For Texas counties managing indigent health care, navigating state assistance programs is crucial. The 5200 Health Care Subsidy Program, while often referred to by different names in official documentation, provides vital financial support to counties that meet specific expenditure thresholds. This guide breaks down the essential steps to access these state assistance funds, ensuring your county can effectively leverage this program.
To initiate the process and remain eligible for state assistance, consistent financial reporting is paramount. Counties must first submit Form 3072, the Monthly Financial Report, to the HHSC County Indigent Health Care Program (CIHCP). This report is required monthly and must be received by the 10th day of the following month. Crucially, Form 3072 submission is necessary for each of the twelve months preceding any request for state funds. Furthermore, counties are required to submit Form 3086, the End of Year Report, to HHSC CIHCP in Austin by September 30th annually. These reports establish a consistent financial record and are a prerequisite for accessing state subsidies.
Another foundational step involves the county’s General Revenue Tax Levy (GRTL). Counties are mandated to submit their GRTL information to the Texas State Comptroller of Public Accounts. This submission is a fundamental part of the state’s financial oversight and is essential for determining subsidy eligibility and amounts.
As county healthcare expenditures progress, proactive communication with HHSC CIHCP becomes necessary. Within seven days of projecting that your county will expend 6% of its GRTL on indigent health care, formal notification to HHSC CIHCP via email is required, followed by a written notification. This notification triggers a potential “6% Program Review.” During this review, HHSC may assess the county’s eligibility system and billing practices. If any inadequacies are found, the county is expected to rectify them within five business days. Failure to correct identified issues may lead to a reduction in reimbursable expenditures, emphasizing the importance of maintaining accurate and compliant systems.
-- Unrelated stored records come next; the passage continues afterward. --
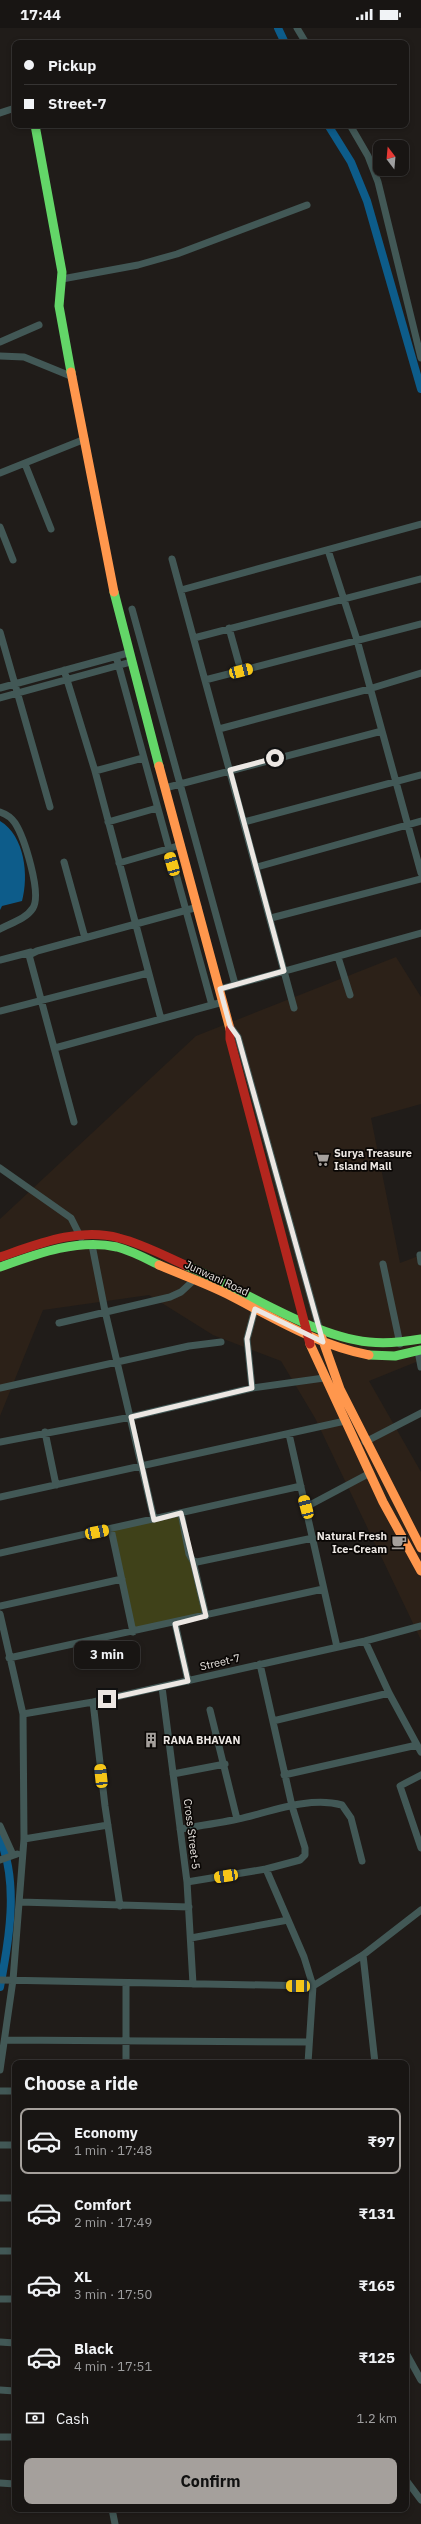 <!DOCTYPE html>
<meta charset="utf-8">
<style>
:root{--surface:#181513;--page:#211e1c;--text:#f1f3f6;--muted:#9f9fa0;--line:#363433;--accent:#a5a09c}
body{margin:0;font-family:"IBM Plex Sans",sans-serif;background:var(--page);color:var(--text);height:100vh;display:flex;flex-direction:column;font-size:15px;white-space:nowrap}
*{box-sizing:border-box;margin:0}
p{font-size:13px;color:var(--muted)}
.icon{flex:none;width:22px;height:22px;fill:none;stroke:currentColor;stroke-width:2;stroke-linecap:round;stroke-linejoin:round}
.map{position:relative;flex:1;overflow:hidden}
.details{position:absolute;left:12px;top:2032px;width:397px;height:452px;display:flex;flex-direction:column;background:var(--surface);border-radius:8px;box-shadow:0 2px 6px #0003,0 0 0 1px var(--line)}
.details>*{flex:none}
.hud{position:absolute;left:12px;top:12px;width:397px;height:88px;border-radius:8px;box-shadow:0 2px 6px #0003,0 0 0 1px var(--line);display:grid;align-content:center;height:88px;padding:0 12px;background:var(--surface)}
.needle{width:26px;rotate:344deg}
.tools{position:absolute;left:373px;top:112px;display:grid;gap:8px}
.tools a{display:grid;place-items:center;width:36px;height:36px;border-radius:8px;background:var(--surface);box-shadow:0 2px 6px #0003,0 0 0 1px var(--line);font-size:20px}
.end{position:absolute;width:18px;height:18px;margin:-9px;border:5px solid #ece7e3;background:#111;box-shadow:0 0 0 2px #111}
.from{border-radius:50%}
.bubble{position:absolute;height:28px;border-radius:8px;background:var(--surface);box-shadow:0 2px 6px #0003,0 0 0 1px var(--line);font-size:13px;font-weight:800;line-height:28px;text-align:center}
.car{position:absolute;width:12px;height:24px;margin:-12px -6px;border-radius:5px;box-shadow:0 0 3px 1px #0007;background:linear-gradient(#f5c518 24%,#345 0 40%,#f5c518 0 76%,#345 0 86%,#f5c518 0)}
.hud b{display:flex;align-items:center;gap:14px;height:38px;font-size:15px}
.hud b+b{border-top:1px solid var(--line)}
.hud i{width:10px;height:10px;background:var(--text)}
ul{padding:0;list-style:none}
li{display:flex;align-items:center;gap:12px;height:66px;margin:0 8px 6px;padding:0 4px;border:2px solid transparent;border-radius:8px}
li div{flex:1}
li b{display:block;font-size:15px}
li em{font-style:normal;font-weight:800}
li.active{border-color:var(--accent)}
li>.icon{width:36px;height:36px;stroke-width:1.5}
h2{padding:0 12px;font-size:18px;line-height:48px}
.pay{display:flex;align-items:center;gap:10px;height:44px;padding:0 12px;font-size:15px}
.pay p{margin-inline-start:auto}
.button{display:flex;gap:8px;margin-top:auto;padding:8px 12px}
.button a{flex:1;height:46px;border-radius:8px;background:var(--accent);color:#111;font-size:16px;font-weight:800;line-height:46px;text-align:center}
.status{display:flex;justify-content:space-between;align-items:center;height:28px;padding:0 20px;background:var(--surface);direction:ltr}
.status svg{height:11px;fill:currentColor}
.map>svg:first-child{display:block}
.built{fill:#2c2118}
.green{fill:#3f4119}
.water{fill:#0d5c8a}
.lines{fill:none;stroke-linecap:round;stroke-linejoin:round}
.canal{stroke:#0d5c8a;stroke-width:8}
.street{stroke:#425856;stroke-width:7}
.fast{stroke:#63d668;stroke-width:9}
.slow{stroke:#ff974d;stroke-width:9}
.jam{stroke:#b3261e;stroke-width:9}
.route{stroke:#ece7e3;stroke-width:5}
.labels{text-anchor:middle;stroke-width:3.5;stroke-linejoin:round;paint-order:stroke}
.poi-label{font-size:11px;font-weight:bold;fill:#ece7e3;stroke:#0a0705;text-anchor:start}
.street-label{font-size:11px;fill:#ece7e3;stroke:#0a0705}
</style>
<div class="status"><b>17:44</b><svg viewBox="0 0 49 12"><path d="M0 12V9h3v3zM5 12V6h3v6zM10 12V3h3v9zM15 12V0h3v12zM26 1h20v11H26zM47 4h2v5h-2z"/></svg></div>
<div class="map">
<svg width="421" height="2496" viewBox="0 0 421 2496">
<rect width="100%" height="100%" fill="#201c19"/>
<!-- built -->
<path class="built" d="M396,929L421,969V1076L371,1090L400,1235L421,1227V1332L369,1353L421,1444V1612L315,1390L281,1333L213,1307L149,1267L43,1282L0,1388V1191L196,1008Z"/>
<!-- green -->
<path class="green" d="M181,1485L206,1588L133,1604L111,1501Z"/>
<!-- water -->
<path class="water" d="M0,793C25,808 29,848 22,873L2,878L0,882Z"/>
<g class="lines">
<!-- canal -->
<path class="canal" d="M278,0L285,15
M328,97L351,134L367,173L421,361
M0,1811C19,1855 9,1913 0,1959"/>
<!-- street -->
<path class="street" d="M297,0L306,15
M0,85L15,80
M350,97L368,128L378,154L421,330
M62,251L138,237L177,226L307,177
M0,314L39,297
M0,328L24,329L73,349
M25,436L51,501
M0,445L85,411
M0,499L13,532
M328,522L357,612L421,845
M172,531L294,980
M181,562L421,496
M132,581L235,956
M229,600L241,643
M0,604L50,779
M194,610L421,551
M116,628L212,977
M64,642L95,743L161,991
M205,652L421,596
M0,660L128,625
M0,670L131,634
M219,701L369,661L421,645
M95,743L143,730
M165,760L382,703
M0,784C6,786 11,789 15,795C24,809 42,865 33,880C26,891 11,895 0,901
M108,794L157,780
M244,794L421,747
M64,834L85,910
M119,835L181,817
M257,839L421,793
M271,890L421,851
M338,929L350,967
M0,932L31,924
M220,961L421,905
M0,983L148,945
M230,998L238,1009L320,1303
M55,1020L223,974
M74,1094L29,927L37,923L198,879
M0,1140L71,1190L81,1210
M92,1217L105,1283L154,1491
M420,1227L421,1234
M383,1236L400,1316
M59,1295L170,1269L181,1264L194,1252
M418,1323L421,1339
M0,1360L189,1318L221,1314
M252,1360L247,1311L255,1281
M45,1404L56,1457
M289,1406L337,1619
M0,1414L131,1389L252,1360L324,1350
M365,1414L421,1385
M0,1469L345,1393
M306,1479L370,1445
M181,1485L189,1526L193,1533L197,1534L313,1510
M111,1501L133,1604
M0,1525L301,1458
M193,1533L206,1588
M0,1578L122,1551
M0,1586L23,1686L24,1811L13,1952L0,2042
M175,1595L188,1653
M365,1613L389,1665L421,1724
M9,1630L323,1561
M260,1636L292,1778L305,1820V1827L300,1832L266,1841
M162,1659L187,1854L193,1956
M93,1674L105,1778L120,1878
M210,1682L237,1791
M23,1686L93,1674L365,1613L421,1598
M273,1693L389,1665
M173,1746L225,1736
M284,1747L417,1717
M421,1747L400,1758L421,1820
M0,1798L13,1827
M180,1801C199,1798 219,1795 238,1791C270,1784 309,1768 342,1777L351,1790L362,1833
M24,1811L108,1797
M0,1832L17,1826
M187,1854L266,1841L304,1929L313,1958L308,2035
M20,1874L189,1879
M191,1910L288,1892
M363,1927L375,2035
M0,1952L313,1958L363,1927L421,1882
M5,2012L309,2014
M126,2035V1956
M0,2063H15
M0,2117H15
M0,2170H15
M0,2223H15
M0,2271H15
M0,2314L15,2315
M406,2325L421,2352
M0,2362L15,2363
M0,2409H15
M406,2452L421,2472
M0,2455L15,2456
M112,2481L115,2496"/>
<!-- fast -->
<path class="fast" d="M35,97L62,244L59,278L71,344
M114,564L159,738
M187,1238C242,1261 311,1308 369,1314C387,1316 404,1314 421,1311
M0,1239C36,1226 78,1210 117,1219C132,1223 145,1230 159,1237
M369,1327L395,1328L421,1322"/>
<!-- slow -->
<path class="slow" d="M71,344L114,564
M159,738L230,1001
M159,1237C182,1247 205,1255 227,1266C274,1290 317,1317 369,1327
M322,1310L340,1361L421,1520
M310,1316L383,1474L421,1543"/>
<!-- jam -->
<path class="jam" d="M230,1001V1011L310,1316
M0,1229C38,1216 79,1199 119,1210C143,1216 165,1228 187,1238"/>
</g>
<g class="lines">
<!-- route -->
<path class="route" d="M107,1671L188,1653L175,1596L206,1588L181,1485L154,1492L131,1389L252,1360L247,1311L255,1281L323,1314L238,1009L230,998L220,961L284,943L230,742L275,730"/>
</g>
<!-- icons -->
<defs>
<g id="supermarket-bare" transform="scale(1.2)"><path d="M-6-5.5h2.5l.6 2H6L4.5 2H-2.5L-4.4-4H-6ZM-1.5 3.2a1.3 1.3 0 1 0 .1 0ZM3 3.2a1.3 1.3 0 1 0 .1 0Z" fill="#a5a09c" stroke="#0a0705" stroke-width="2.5" paint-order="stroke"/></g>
<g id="cafe-bare" transform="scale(1.2)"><path d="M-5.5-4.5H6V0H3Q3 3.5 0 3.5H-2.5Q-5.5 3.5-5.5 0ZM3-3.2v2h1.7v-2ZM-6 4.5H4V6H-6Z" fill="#a5a09c" stroke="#0a0705" stroke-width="2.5" paint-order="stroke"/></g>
<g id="building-bare" transform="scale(1.2)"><path d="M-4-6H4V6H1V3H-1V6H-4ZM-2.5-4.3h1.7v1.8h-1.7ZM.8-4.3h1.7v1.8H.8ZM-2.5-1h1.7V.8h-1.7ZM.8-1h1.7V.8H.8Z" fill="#a5a09c" stroke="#0a0705" stroke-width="2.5" paint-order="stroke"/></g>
</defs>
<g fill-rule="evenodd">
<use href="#supermarket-bare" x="322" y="1131"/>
<use href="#cafe-bare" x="399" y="1514"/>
<use href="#building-bare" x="151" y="1712"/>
</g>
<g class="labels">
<!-- poi labels -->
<g class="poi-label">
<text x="334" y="1129">Surya Treasure<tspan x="334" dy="13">Island Mall</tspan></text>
<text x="387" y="1512" text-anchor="end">Natural Fresh<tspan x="387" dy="13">Ice-Cream</tspan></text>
<text x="163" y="1716">RANA BHAVAN</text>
</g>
<!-- street labels -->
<g class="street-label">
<text transform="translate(217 1250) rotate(25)" y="4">Junwani Road</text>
<text transform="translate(220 1634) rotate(-13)" y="4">Street-7</text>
<text transform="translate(192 1806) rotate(83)" y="4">Cross Street-5</text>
</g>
</g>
</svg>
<div class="tools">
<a><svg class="needle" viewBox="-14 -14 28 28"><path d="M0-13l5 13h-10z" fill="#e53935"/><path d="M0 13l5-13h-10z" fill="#9f9fa0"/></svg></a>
</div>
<i class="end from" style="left:275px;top:730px"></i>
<i class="end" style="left:107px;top:1671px"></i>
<div class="bubble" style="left:74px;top:1613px;width:66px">3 min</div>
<i class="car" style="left:241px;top:643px;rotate:75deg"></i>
<i class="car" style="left:172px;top:836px;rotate:344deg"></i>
<i class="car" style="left:306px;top:1479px;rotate:345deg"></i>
<i class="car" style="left:97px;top:1504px;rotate:78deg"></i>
<i class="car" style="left:101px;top:1748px;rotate:354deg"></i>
<i class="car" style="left:226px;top:1848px;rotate:261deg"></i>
<i class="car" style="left:298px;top:1958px;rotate:271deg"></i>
<div class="hud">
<b><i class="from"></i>Pickup</b>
<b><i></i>Street-7</b>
</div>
<section class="details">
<h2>Choose a ride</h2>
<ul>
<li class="active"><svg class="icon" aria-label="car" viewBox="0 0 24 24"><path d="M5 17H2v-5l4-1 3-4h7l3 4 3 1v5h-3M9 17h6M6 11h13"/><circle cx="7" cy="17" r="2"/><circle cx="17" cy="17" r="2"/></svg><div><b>Economy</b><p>1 min · 17:48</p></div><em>₹97</em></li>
<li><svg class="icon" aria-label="car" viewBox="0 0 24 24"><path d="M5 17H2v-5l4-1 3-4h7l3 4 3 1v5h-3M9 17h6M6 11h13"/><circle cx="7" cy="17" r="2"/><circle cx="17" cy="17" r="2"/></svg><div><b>Comfort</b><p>2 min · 17:49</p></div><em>₹131</em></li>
<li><svg class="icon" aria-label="car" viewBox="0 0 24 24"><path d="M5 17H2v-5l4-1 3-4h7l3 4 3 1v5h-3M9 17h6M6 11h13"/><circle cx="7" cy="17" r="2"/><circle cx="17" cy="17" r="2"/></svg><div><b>XL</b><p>3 min · 17:50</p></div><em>₹165</em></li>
<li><svg class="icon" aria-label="car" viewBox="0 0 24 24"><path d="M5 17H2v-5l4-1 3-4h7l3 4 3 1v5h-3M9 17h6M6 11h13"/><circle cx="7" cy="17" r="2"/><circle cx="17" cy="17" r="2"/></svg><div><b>Black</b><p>4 min · 17:51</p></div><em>₹125</em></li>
</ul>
<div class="pay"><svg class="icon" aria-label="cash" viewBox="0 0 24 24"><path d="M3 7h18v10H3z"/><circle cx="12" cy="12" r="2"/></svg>Cash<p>1.2 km</p></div>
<div class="button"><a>Confirm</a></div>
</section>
</div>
The pivotal point for requesting state assistance arrives when a county’s expenditure surpasses 8% of its GRTL. At this stage, counties can formally request state funds to alleviate the financial burden of indigent health care. Prior to the Commissioner’s Court authorizing payment of health care claims that push expenditures beyond the 8% threshold, counties should contact HHSC by phone or email to initiate the state assistance request. HHSC will then issue a State Assistance Request number, which is essential for further documentation. Following this initial contact, counties must complete and submit Form 3088, Request for State Assistance Funds (90 Percent), along with all required supporting documentation. This submission must be made within 30 days of the initial request to HHSC. Form 3088 facilitates the formal claim for state assistance, typically covering 90% of the calculated eligible amount.
In conclusion, accessing the 5200 health care subsidy program, or state assistance funds, involves a series of well-defined steps centered around financial reporting, GRTL submission, and timely communication with HHSC CIHCP. By diligently adhering to these steps, Texas counties can secure crucial state support, ensuring continued access to essential healthcare services for their indigent populations. Accurate reporting and proactive engagement are key to successfully navigating this vital program.